Sexual feeling in itself is not base, but it can be debased either in thought or in deed. Rightly considered, it is the indication of the possession of the most sacred powers, that of the perpetuation of life.
"Passion is the instinct for preservation of one's kind, the voice of the life principle, the sign of creative power." These last four words open before us a wonderful field of thought. "Creative power!" What does that mean? Is creative power limited to reproduction of kind? Do you not create when you work out with brain some idea and then embody it in some visible form? Worth is said to create an artistic dress, the actor creates his part in the play, the musician creates the arrangement of harmonies which are represented in musical signs, and in the same sense you may be in a myriad of ways a creator.
With the beginning of activity of sexual life in yourself came increased development and new energy, beauty, and power, and the preservation and right use of that life will continue to be a source of power. "When the signs of this creative power come throbbing and pulsing in every fiber, it only shows that one has more and greater ability to create than ever before. One knows by this that she can now do greater work than she has done or is doing;" so says one writer.
Is it not a beautiful thought that this feeling, which we have supposed we must fight as something low, is in reality the stirring of a divine impulse which we can control and govern and make to serve us in all high and noble deeds?
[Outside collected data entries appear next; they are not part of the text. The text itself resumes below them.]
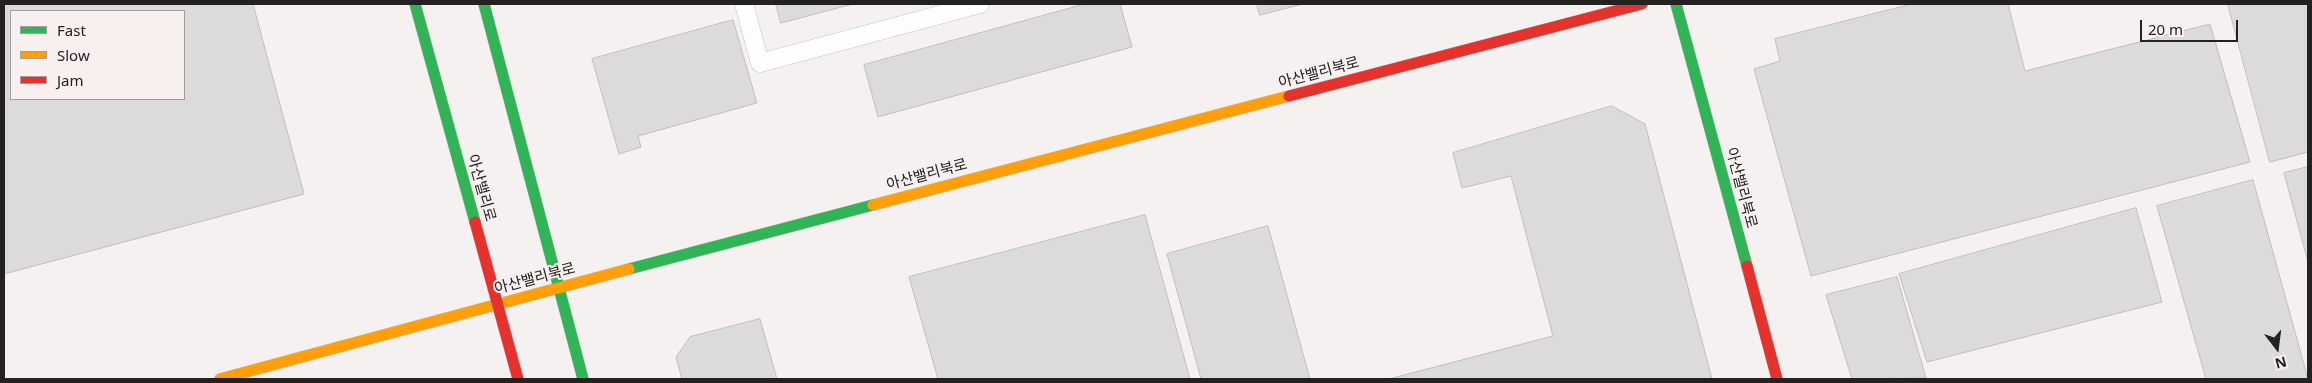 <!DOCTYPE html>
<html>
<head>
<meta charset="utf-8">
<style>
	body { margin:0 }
	#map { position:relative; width:2312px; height:383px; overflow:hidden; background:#f5f1f1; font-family:"Noto Sans",sans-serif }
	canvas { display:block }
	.frame { position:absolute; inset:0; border:5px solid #242221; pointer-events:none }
	.legend { position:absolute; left:10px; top:10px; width:175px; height:90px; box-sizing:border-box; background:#f7f0ef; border:1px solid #a39e9d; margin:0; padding:6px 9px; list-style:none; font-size:15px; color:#242221 }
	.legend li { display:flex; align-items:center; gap:10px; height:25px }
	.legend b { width:25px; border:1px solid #a39e9d }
	.north { position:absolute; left:2252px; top:323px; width:50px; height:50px; -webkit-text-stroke:4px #f7f0ef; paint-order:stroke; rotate:165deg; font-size:14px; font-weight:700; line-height:20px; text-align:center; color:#242221 }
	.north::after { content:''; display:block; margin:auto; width:18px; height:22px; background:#242221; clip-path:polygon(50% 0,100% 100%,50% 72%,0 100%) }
	.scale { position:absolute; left:2140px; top:20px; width:98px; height:22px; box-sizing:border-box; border:2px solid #242221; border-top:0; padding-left:6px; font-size:15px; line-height:18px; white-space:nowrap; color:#242221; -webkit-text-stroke:4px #f7f0ef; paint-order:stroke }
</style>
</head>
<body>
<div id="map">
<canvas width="2312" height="383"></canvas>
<div class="frame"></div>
<ul class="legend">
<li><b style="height:6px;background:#30b455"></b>Fast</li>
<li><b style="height:6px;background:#ff9f0a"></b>Slow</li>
<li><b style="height:6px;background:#e5322d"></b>Jam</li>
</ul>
<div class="north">N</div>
<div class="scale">20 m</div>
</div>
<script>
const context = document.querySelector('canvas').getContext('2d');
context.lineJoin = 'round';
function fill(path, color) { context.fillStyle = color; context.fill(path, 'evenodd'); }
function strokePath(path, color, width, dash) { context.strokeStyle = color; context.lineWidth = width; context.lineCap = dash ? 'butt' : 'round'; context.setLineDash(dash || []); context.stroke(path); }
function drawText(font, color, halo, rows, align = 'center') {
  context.font = font + ' "Noto Sans","Noto Sans KR",sans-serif'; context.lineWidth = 4; context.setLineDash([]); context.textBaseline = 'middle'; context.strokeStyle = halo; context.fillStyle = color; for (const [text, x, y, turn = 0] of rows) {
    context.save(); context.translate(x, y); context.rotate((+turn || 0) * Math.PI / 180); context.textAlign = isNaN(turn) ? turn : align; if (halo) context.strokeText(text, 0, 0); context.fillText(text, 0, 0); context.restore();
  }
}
const building = new Path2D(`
	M4,4h249l51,190 -300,80zM11,11h173v88h-173z
	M776,4h77l-72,19z
	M1085,4h35l12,43 -254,70 -14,-52z
	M1257,4h46l-43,11z
	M1912,4h96l17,67 185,-47 40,138 -439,114 -57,-207 26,-8 -5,-22z
	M2228,4h80v148l-38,10z
	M733,20l24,83 -119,33 3,11 -22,7 -27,-95z
	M1612,106l33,18 67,255h-323l164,-43 -42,-160 -49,12 -9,-35z
	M2308,167v95l-24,-89z
	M2253,180l55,199h-102l-49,-173z
	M2136,208l26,94 -235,60 -28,-88z
	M1145,215l45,164h-252l-29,-102z
	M1268,226l42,153h-109l-34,-125z
	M1897,277l29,101 -74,1 -26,-84z
	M760,319l17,60h-95l-6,-22 14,-20z`);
fill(building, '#dcdada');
strokePath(building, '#c0bdbd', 1);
const lane = new Path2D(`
	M744,4l16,59 220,-59`);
const fast = new Path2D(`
	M415,4l60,218
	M484,4l99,375
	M1676,4l71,262
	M629,269l244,-64`);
const slow = new Path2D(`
	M873,205l416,-109
	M220,379l409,-110`);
const jam = new Path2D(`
	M1289,96l353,-92
	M475,222l43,157
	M1747,266l30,113`);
strokePath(lane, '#c8c5c4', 19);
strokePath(fast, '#c8c5c4', 12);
strokePath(slow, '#c8c5c4', 12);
strokePath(jam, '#c8c5c4', 12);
strokePath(lane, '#fefdfd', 18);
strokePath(fast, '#30b455', 11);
strokePath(slow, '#ff9f0a', 11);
strokePath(jam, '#e5322d', 11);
drawText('15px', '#242221', '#f7f0ef', [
	["아산밸리북로",1319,73,-15],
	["아산밸리북로",927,175,-15],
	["아산밸리로",481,188,74],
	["아산밸리북로",1741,188,75],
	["아산밸리북로",535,279,-15]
]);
</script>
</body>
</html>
If you hold such noble thoughts in your heart concerning yourself, you will need no threatenings to keep you from self-debasement and self-defilement. You will not need to be told of the loss of physical strength or of beauty, of memory or of reason, through evil habits of solitary vice, for they will have no temptation for you, even as you do not need threats of police and prisons to keep you from stealing, because honesty is the active and guiding principle of your life.
But supposing you have already acquired the evil habit and are now awakened to the wrong you are doing yourself; you observe the lack of lustre in the eye, the sallow, blotched complexion; you realize your loss of nerve-power manifested in cold and clammy hands, backache, lassitude, irritability, lack of memory, and inability to concentrate thought. What shall you do to overcome and to gain control of yourself? The question is a serious one, for no habit is more tyrannical than the dominion of unrestrained sexual desire. Its victims often fight for years, only to be conquered at last. If there was no cure but in fighting, I should feel that the case was almost hopeless.
The very first thing to do is to change the mental attitude in regard to the whole matter of sex; to hold it in thought as sacred, holy, consecrated to the highest of all functions, that of procreation. Recognize that, conserved and controlled, it becomes a source of energy to the individual. Cleanse the mind of all polluting images by substituting this purer thought; then go to work to establish correct habits of living in dress, diet, exercise, etc. See to it that there are no such causes of pelvic congestions as prolapsed bowels, caused by tight clothing or constipation; keep the skin active; and, above all, keep the mind healthfully occupied.
The victim of self-abuse has, through the frequent repetition of the habit, built up an undue amount of brain that is sensitive to local irritation of the sex-organs or to mental pictures of sex-pleasure. She must now allow this part of the brain to become quiescent, and she should go to work to build up other brain centers. Let her train her sight by close observation of form, color, size, location. Let her cultivate her sense of hearing in the study of different qualities of sound, tone, pitch, intensity, duration, timbre; her sense of touch, by learning to judge with closed eyes of different materials, of quality of fiber, of the different degrees of temperature, of roughness or smoothness, of density; in fact, let her endeavor to become alert, observant, along all the lines of sense-perception. Let her study nature, leaf-forms, cloud-shapes, insects, flowers, birds, bird-songs, the causes of natural phenomena; and, above all, let her keep out of the realm of the artificial, the sentimental, the emotional, and, holding firmly to the thought that creative energy is symbolized by desire and can be dignified and consecrated to noblest purposes, she will find herself daily growing into a stronger, more beautiful self-control.